■ ABOUT THIS EXERCISE
Please transcribe every entry below exactly, without including the pictures.

■ INFORMATION GIVEN

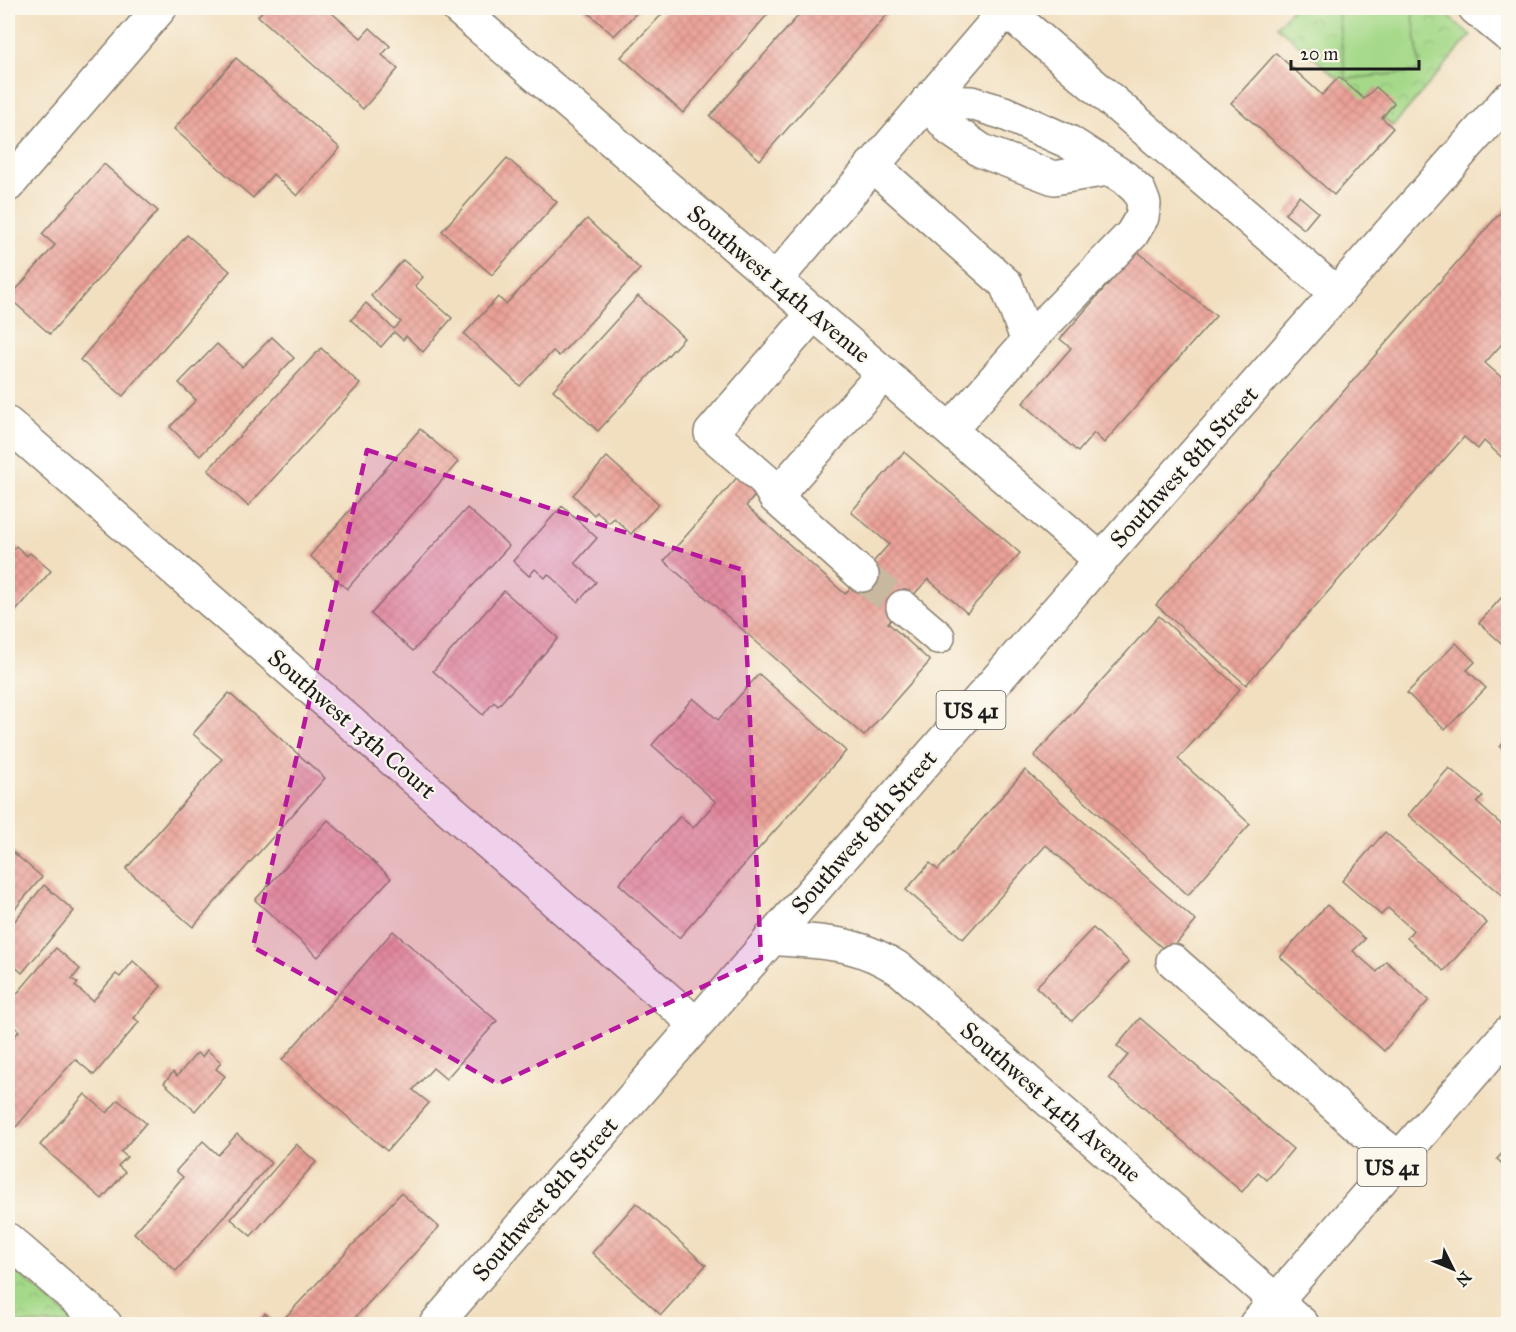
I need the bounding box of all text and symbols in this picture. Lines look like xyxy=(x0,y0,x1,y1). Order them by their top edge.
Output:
scale bar xyxy=(1291,33,1418,71)
text: 20 m xyxy=(1300,43,1338,65)
street label: Southwest 14th Avenue xyxy=(681,198,877,370)
street label: Southwest 8th Street xyxy=(1103,379,1265,554)
street label: Southwest 13th Court xyxy=(262,643,443,806)
road number: US 41 xyxy=(936,691,1006,729)
street label: Southwest 8th Street xyxy=(785,743,944,920)
street label: Southwest 14th Avenue xyxy=(954,1015,1148,1189)
street label: Southwest 8th Street xyxy=(466,1110,625,1287)
road number: US 41 xyxy=(1358,1148,1426,1186)
north arrow xyxy=(1423,1239,1483,1299)
text: N xyxy=(1452,1267,1475,1291)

■ ANSWER BELOW
I need the bounding box of all text and symbols in this picture. Lines look like xyxy=(x0,y0,x1,y1). Order them by their top edge.
Output:
scale bar xyxy=(1291,33,1418,71)
text: 20 m xyxy=(1300,43,1338,65)
street label: Southwest 14th Avenue xyxy=(681,198,877,370)
street label: Southwest 8th Street xyxy=(1103,379,1265,554)
street label: Southwest 13th Court xyxy=(262,643,443,806)
road number: US 41 xyxy=(936,691,1006,729)
street label: Southwest 8th Street xyxy=(785,743,944,920)
street label: Southwest 14th Avenue xyxy=(954,1015,1148,1189)
street label: Southwest 8th Street xyxy=(466,1110,625,1287)
road number: US 41 xyxy=(1358,1148,1426,1186)
north arrow xyxy=(1423,1239,1483,1299)
text: N xyxy=(1452,1267,1475,1291)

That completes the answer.